Mary staggered beyond Rhoda to the front of the crowd.

‘Let me under the rope!’ she cried, with a mother’s very wail in her tone—‘let me under the rope, for God’s sake! They’re my children!’

At this moment she heard a stentorian voice call to some one, ‘Wait a minute till the firemen get here, and they’ll go for him! Come back, girl, d-n you! you shan’t go!’

‘Wait? No! Not wait!’ cried Lisa, tearing herself dexterously from the policeman’s clutches, and dashing like a whirlwind up the tottering stairway before any one else could gather presence of mind to seize and detain her.

Pacific was safe on the pavement, but she had only a moment before been flung from those flaming windows, and her terrified shrieks rent the air. The crowd gave a long-drawn groan, and mothers turned their eyes away and shivered. Nobody followed Marm Lisa up that flaming path of death and duty: it was no use flinging a good life after a worthless one.

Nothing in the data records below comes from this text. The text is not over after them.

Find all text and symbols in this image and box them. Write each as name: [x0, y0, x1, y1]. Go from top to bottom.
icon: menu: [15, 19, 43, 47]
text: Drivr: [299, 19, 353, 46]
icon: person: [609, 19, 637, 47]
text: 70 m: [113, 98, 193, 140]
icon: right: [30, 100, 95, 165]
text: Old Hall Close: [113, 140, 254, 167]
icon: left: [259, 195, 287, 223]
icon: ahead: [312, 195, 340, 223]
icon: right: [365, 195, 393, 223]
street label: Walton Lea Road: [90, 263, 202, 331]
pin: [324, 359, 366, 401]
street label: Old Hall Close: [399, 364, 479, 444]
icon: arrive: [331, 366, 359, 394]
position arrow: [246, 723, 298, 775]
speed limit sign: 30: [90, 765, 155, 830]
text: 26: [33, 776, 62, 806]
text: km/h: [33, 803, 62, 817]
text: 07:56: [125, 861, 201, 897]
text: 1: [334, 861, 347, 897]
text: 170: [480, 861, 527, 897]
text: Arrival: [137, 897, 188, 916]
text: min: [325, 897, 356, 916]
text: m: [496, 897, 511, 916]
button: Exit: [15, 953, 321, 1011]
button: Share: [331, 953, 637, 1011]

‘Fool! crazy fool!’ people ejaculated, with tears of reverence in their eyes.

‘Darling, splendid fool!’ cried Mary. ‘Fool worth all the wise ones among us!’

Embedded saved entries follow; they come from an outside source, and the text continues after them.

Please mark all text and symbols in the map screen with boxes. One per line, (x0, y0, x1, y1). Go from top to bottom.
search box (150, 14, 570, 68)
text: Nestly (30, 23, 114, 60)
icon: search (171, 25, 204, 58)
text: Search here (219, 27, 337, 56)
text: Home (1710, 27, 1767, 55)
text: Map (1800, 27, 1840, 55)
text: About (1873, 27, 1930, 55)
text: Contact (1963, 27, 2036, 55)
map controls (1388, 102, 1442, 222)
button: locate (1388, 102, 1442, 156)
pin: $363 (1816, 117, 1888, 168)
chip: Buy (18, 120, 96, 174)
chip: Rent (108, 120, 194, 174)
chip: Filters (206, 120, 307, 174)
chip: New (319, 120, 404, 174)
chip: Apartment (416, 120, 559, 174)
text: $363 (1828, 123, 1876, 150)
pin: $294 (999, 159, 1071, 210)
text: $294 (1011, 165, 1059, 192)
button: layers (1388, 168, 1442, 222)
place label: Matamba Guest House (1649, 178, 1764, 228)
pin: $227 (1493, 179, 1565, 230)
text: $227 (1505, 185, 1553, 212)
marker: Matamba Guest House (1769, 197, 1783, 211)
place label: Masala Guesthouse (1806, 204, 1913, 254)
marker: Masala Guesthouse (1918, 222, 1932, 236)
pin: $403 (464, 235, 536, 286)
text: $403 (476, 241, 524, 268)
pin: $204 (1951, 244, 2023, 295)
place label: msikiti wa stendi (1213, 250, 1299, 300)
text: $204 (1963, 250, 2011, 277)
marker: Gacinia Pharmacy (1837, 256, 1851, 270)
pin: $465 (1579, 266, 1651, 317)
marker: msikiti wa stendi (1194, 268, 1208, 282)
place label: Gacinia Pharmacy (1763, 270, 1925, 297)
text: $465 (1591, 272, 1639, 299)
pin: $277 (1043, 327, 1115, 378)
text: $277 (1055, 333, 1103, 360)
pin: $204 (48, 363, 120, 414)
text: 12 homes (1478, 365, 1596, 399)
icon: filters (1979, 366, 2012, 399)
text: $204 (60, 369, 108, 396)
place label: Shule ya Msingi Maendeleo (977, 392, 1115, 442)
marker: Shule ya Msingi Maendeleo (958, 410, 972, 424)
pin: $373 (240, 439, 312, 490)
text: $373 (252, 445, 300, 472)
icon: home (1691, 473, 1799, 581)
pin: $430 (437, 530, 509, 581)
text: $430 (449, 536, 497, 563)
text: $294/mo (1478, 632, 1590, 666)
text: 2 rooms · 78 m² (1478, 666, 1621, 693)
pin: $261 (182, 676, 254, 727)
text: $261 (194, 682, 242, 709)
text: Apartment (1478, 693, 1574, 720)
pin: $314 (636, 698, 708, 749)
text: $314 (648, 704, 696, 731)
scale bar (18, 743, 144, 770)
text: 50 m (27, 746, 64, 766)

‘He that loseth his life for My sake shall find it!’ said a pious Methodist cobbler with a patched boot under his arm.

In the eternity of waiting that was numbered really but in seconds, a burly policeman beckoned four men and gave them a big old-fashioned counterpane that some one had offered, telling them to stand ready for whatever might happen.

‘Come closer, boys,’ said one of them, wetting his hat in a tub of water; ‘if we take a little scorchin’ doin’ this now, we may git it cooler in the next world!’